OpenRouter Analytics

PassAudited by ClawScan on May 1, 2026.

Overview

The skill is coherent for OpenRouter analytics, but users should notice that it uses OpenRouter account/API credentials and auto-loads local .env files.

This looks appropriate for reviewing OpenRouter usage and troubleshooting data. Install/use it only if you are comfortable giving the agent access to OpenRouter account analytics and local dotenv-based credentials, and be careful with `--raw` or CSV exports because they may contain sensitive account details.

Findings (2)

Artifact-based informational review of SKILL.md, metadata, install specs, static scan signals, and capability signals. ClawScan does not execute the skill or run runtime probes.

What this means

The skill can reveal OpenRouter spend, usage patterns, key-level consumption, and request troubleshooting details to the local agent/session.

Why it was flagged

The skill needs OpenRouter credentials and can query account-level usage, credits, key-level reporting, and request metadata. This is expected for the stated analytics purpose, but it is still sensitive account access.

Skill content
`activity`, `credits`, `keys`, and `report` require a **Management API key**. `generation` uses a standard **OpenRouter API key**
Recommendation

Use the least-privileged OpenRouter key available, avoid sharing raw outputs unnecessarily, and revoke or rotate keys if they may have been exposed.

What this means

If those dotenv files contain unrelated secrets, they may be loaded into the script process environment, even though the visible code only shows OpenRouter API use.

Why it was flagged

Dotenv files often contain credentials.

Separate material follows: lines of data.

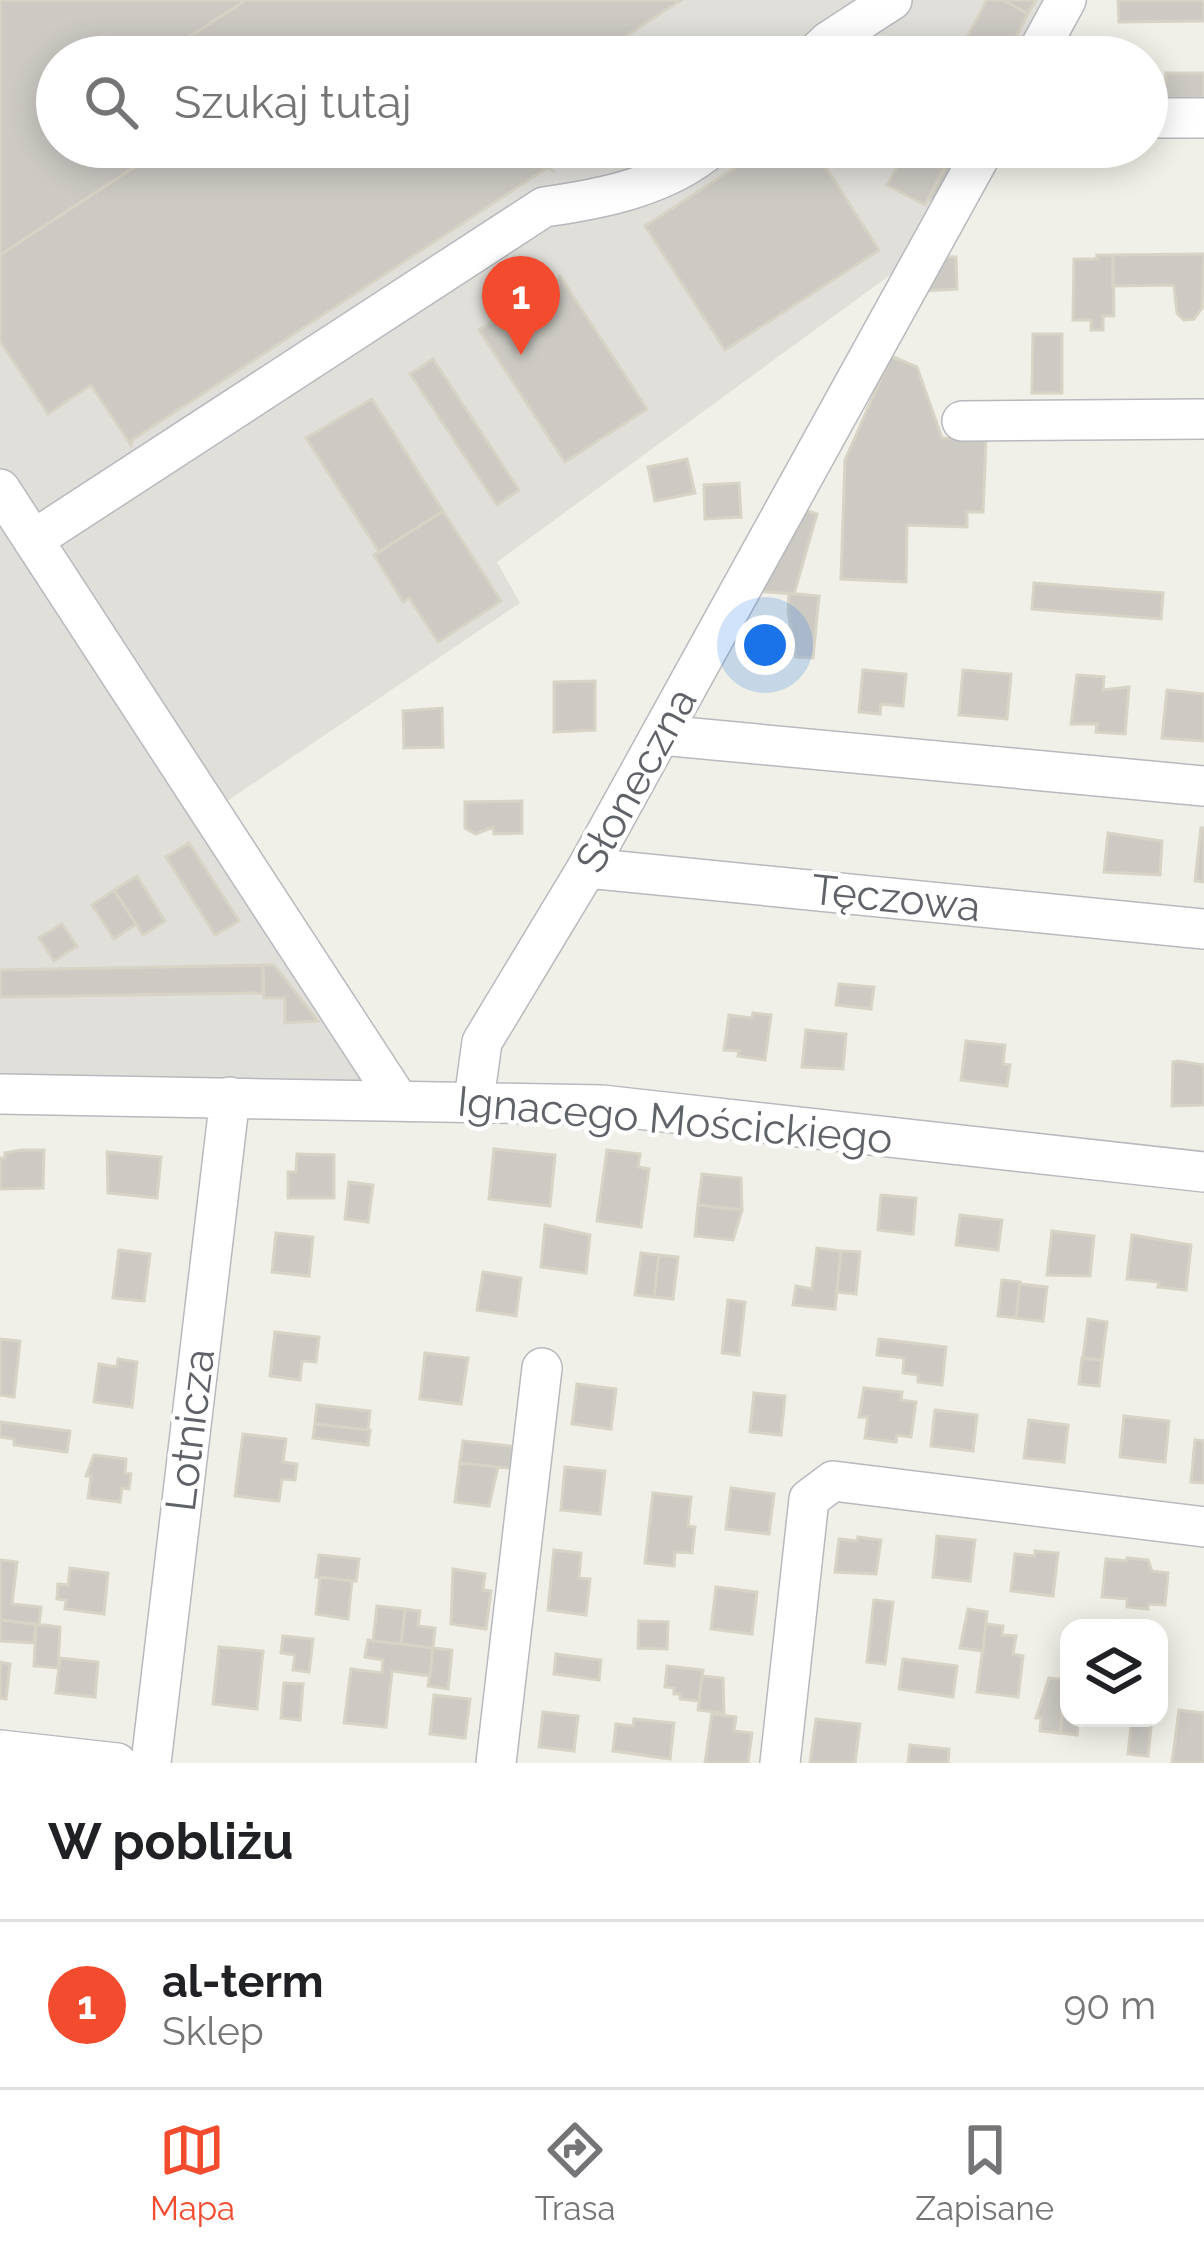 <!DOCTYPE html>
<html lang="pl">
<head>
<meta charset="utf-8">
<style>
  body { margin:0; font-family:Raleway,sans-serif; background:#f2f2f2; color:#202124 }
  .controls { position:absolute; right:36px; bottom:36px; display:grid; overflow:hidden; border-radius:24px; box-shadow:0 6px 30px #0003 }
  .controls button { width:108px; height:108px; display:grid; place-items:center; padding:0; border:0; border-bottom:3px solid #e0e0e0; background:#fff; color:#202124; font:60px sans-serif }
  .you { position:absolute; left:765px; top:645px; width:42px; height:42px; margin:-30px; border:9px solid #fff; border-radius:50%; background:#1a73e8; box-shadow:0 0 0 18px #1a73e833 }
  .badge { display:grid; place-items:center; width:78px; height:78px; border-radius:50%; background:#f24b2d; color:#fff; font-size:39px; font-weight:700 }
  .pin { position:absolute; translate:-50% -99px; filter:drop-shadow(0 3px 6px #0008) }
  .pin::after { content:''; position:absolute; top:63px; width:42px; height:36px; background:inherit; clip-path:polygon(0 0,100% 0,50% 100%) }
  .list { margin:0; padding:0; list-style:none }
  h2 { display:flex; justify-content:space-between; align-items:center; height:156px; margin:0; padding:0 48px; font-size:51px }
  h2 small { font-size:39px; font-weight:400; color:#757577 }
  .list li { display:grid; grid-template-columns:78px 1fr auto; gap:36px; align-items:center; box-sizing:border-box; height:168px; padding:0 48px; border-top:3px solid #e0e0e0 }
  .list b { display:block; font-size:45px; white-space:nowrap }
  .list p { margin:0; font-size:39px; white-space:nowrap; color:#757577 }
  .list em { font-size:39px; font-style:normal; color:#757577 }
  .icon { flex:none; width:66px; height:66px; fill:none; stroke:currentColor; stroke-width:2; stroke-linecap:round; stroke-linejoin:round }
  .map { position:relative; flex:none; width:1204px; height:1763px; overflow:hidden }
  .search { position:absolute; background:#fff; box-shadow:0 6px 30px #0003; left:36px; right:36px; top:36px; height:132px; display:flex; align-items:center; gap:30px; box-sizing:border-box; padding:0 42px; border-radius:66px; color:#757577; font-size:45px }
  .sheet { height:324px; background:#fff }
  nav { display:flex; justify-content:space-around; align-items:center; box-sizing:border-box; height:168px; border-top:3px solid #e0e0e0; background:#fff; font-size:33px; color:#757577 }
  nav a { display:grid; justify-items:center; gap:6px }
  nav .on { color:#f24b2d }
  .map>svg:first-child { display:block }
</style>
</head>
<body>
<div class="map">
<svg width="1204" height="1763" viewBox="0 0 1204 1763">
  <rect width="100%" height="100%" fill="#f1f0e8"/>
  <path fill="#e0dfda" d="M0,0H1066L1035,57H57V147H985L930,246L497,562L520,603L211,812L398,1100L0,1095Z"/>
  <path fill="#cdcac4" stroke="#d7d3c5" stroke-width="3" d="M0,0H246L186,39L198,57H57V147H165L0,255Z
    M246,0H681L600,53L602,57H198L186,39Z
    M987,0H1003L1028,14L1005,57H956Z
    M1003,0H1036L1028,14Z
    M1118,0H1204V21L1119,22Z
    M716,37L730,57H704L699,48Z
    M1166,73H1204V101L1147,100V80L1166,81Z
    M165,147H536L552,170L547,168L132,440L131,445L91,385L48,414L0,341V255Z
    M767,147H813L879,250L725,350L645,226Z
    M908,147H956L925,205L887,185Z
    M956,147L970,153L941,206L928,199Z
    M1204,254L1202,308L1194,319L1184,320L1177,313L1174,285L1113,286V255Z
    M1097,255H1113L1114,316H1103V330H1091V320H1073L1074,259H1097Z
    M936,257H956L957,289L918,291Z
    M560,276L647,409L565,462L479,330Z
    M1033,334H1062V393H1032Z
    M891,356L917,367L942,438L986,439L983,512H967V527L907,525L906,582L841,579L845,460Z
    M433,359L519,490L497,505L410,374Z
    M372,399L443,511L379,552L306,438Z
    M687,459L695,493L655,501L648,467Z
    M739,483L741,517L705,519L704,485Z
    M799,508L817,514L794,594L755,591Z
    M443,511L501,601L438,642L409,598L403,602L374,555Z
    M1034,583L1163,593L1161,619L1032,609Z
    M789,593L819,596L813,658L796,657L788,612Z
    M863,670L906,674L903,706L881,704L880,714L859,712Z
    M963,670L1011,674L1007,719L959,715Z
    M1077,675L1104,677L1103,690L1129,687L1125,734L1096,732L1097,724H1071Z
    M595,681V730L554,732V682Z
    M1167,690L1204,694V741L1162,738Z
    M442,708L443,747L404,748L403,711Z
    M522,801V833L494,834L493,827L476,834L465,828V802Z
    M1201,828H1204V882L1195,881Z
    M1108,833L1162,841L1160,875L1104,872Z
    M189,843L239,921L215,935L166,857Z
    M137,876L165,921L143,935L114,890Z
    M114,890L136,924L114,939L92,905Z
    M62,924L77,946L54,961L39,938Z
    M263,965V993L0,997V970Z
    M263,965H274L318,1021L285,1023V998H264Z
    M839,984L874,987L871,1009L836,1005Z
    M753,1013L771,1015L765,1060L738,1056L739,1051L724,1050L729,1015L752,1018Z
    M806,1030L846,1034L843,1069L802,1067Z
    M966,1041L1005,1045L1003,1064L1010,1065L1007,1086L961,1080Z
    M1178,1061L1204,1065V1105L1172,1106L1173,1062Z
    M494,1149L555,1155L550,1206L489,1199Z
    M21,1150H44L43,1188L0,1189V1158H5V1153Z
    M607,1150L640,1154L638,1167L649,1169L641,1227L597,1221Z
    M107,1152L161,1157L157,1198L108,1193Z
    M297,1154L334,1155V1198H288V1172H296Z
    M702,1174L741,1178L742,1210L698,1205Z
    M349,1182L373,1185L368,1222L345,1219Z
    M881,1195L916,1198L913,1234L878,1230Z
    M698,1205L742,1210L733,1240L695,1236Z
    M960,1215L1002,1220L998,1250L956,1245Z
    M545,1225L590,1235L586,1273L541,1267Z
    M1052,1231L1094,1236L1090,1276L1047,1275Z
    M276,1233L313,1237L309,1276L272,1272Z
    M1132,1235L1191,1245L1186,1290L1158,1287L1159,1282L1127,1279Z
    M817,1248L841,1251L835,1309L793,1305L796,1286L812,1289Z
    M119,1250L150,1254L144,1301L113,1298Z
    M841,1251L860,1252L856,1294L837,1292Z
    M641,1253L659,1255L654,1297L635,1295Z
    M659,1255L678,1257L673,1299L654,1297Z
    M483,1272L521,1278L516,1316L477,1310Z
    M1002,1280L1020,1282L1016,1318L998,1316Z
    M1020,1284L1047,1287L1043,1321L1016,1318Z
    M728,1300L745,1302L739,1355L722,1353Z
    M1088,1319L1107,1322L1102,1360L1083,1358Z
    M275,1332L319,1337L316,1362L302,1361L300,1380L270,1376Z
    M0,1339L20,1341L14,1397L0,1395Z
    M879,1339L946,1347L942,1385L918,1382V1375L903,1373L904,1358L877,1355Z
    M425,1353L468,1358L461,1404L420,1399Z
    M1082,1358L1102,1360L1099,1386L1079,1384Z
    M118,1359L137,1362L132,1407L94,1402L99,1364L117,1367Z
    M577,1384L616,1389L611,1429L572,1424Z
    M864,1388L902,1392L901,1400L916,1402L911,1437L897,1435L896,1442L865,1438L868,1417H859Z
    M754,1393L785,1396L781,1435L750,1432Z
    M317,1405L370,1411L368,1430L315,1424Z
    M935,1410L977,1415L973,1451L931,1446Z
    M1124,1416L1169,1421L1165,1462L1120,1457Z
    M1029,1420L1068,1425L1064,1462L1024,1458Z
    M0,1422L70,1431L67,1452L14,1445V1439L0,1437Z
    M315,1424L370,1430L368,1445L313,1438Z
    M243,1434L286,1439L283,1462L297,1464L295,1480L282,1479L279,1501L235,1496Z
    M1195,1440L1204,1441V1483L1191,1482Z
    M463,1441L519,1447L517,1469L460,1463Z
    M94,1455L126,1459L125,1473L131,1474L129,1489L122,1488L120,1502L88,1498L91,1476H86Z
    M460,1463L498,1467L489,1506L455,1502Z
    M565,1467L605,1471L600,1514L561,1510Z
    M731,1488L774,1494L769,1534L726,1529Z
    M653,1493L691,1497L688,1526L695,1527L692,1553L675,1552L674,1566L645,1563Z
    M937,1536L975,1540L970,1581L933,1577Z
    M858,1537L881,1540L876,1574L835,1572L839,1539L857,1541Z
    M554,1550L581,1553L579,1578L590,1579L586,1615L548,1610Z
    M1035,1551L1058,1553L1053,1596L1011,1591L1015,1554L1035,1556Z
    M319,1555L359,1559L356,1581L316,1577Z
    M1127,1558L1148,1560L1152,1571L1168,1573L1165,1605L1148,1604V1609L1127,1607V1599L1102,1597L1106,1559L1127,1561Z
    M0,1560L17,1562L12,1604L41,1607L39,1625L0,1620Z
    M70,1568L108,1573L104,1614L65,1609L66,1600L57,1599L58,1584L68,1585Z
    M453,1569L485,1574L483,1590L491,1591L486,1629L451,1624Z
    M320,1577L352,1581L348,1619L316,1614Z
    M716,1587L757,1592L752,1634L711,1629Z
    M874,1600L893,1602L885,1664L867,1662Z
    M377,1606L405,1609L401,1644L373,1641Z
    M405,1609L420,1611L418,1626L435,1628L433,1648L401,1644Z
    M968,1609L987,1612L983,1651L960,1648Z
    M0,1620L36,1624L34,1643L0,1641Z
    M639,1621L668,1622L667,1649L638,1648Z
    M36,1624L60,1627L58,1668L34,1666Z
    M986,1624L1003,1626L1002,1635L1016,1636L1013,1654L1023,1656L1018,1697L977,1692Z
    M283,1636L313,1639L309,1672L293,1670L295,1655L281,1653Z
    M368,1640L433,1648L430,1676L392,1671L386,1727L344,1723L351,1669L382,1673L383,1660L365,1657Z
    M219,1647L263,1651L257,1709L213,1704Z
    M433,1648L452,1650L448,1689L428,1686Z
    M556,1654L601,1660L599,1680L554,1674Z
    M60,1658L98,1662L95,1697L56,1693Z
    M903,1659L957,1666L953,1697L899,1689Z
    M0,1662L10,1664L6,1699L0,1698Z
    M667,1666L703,1670L699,1701L680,1699V1694H674V1688L665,1687Z
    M702,1676L723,1678L724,1713L698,1710Z
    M1049,1678L1066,1680L1060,1733L1040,1731L1041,1718H1036Z
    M284,1683L303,1684L300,1720L281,1718Z
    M1064,1690L1069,1691V1718H1079L1077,1735L1060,1733Z
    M434,1695L470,1699L465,1738L430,1734Z
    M1179,1710L1204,1713V1763H1172Z
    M543,1712L578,1716L574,1751L539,1747Z
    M712,1714L736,1717L734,1731L752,1733L748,1763H705Z
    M1132,1718H1152L1148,1756L1128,1754Z
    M634,1719L674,1723L670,1759L613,1751L616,1724L633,1726Z
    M816,1719L860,1724L855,1763H810Z
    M910,1745L949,1749L948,1763H908Z"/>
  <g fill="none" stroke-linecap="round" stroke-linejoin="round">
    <defs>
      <path id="minor" d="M812,57L829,41L892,0
        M1035,57L1066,0
        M1147,118H1204
        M962,421L1204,419
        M0,489L398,1100
        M33,540L544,207C602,199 667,186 712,147
        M661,735L1204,786
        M587,868L1204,929
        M0,1094L602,1105L1204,1172
        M474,1100L482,1042L587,868L985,147
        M0,1750L117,1763
        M151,1763L230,1097
        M496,1763L542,1368
        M780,1763L809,1499L833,1481L1204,1527"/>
    </defs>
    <use href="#minor" stroke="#b8b9be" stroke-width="42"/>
    <use href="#minor" stroke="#fff" stroke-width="39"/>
  </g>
  <g text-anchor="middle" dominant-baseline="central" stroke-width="9" stroke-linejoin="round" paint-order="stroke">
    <g font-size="42" fill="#5f6268" stroke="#fff">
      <text transform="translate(636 780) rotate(-61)">Słoneczna</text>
      <text transform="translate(896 898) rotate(6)">Tęczowa</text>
      <text transform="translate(675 1120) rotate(5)">Ignacego Mościckiego</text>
      <text transform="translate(190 1430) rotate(-83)">Lotnicza</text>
    </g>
  </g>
</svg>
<div class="controls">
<button><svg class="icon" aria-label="layers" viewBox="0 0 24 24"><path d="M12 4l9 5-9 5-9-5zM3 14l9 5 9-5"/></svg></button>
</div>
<div class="you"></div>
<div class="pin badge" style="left:521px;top:355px">1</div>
<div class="search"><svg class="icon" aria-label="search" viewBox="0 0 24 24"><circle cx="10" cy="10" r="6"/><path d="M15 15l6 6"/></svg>Szukaj tutaj</div>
</div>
<section class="sheet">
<h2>W pobliżu<small></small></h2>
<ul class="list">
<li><span class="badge">1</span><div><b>al-term</b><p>Sklep</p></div><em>90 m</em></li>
</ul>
</section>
<nav>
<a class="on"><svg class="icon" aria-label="map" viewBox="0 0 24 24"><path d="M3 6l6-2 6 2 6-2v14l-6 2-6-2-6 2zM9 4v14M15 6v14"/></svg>Mapa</a>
<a><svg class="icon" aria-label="directions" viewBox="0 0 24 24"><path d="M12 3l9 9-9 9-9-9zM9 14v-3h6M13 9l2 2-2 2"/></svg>Trasa</a>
<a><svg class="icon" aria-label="saved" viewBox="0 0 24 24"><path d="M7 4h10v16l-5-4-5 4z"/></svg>Zapisane</a>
</nav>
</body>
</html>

The behavior is disclosed and appears intended to load OpenRouter keys, but it may read local files containing other secrets.

Skill content
The script auto-loads `~/.openclaw/.env` and current-directory `.env` before execution.
Recommendation

Prefer passing the needed OpenRouter token explicitly or ensure the loaded dotenv files contain only credentials you are comfortable exposing to this process.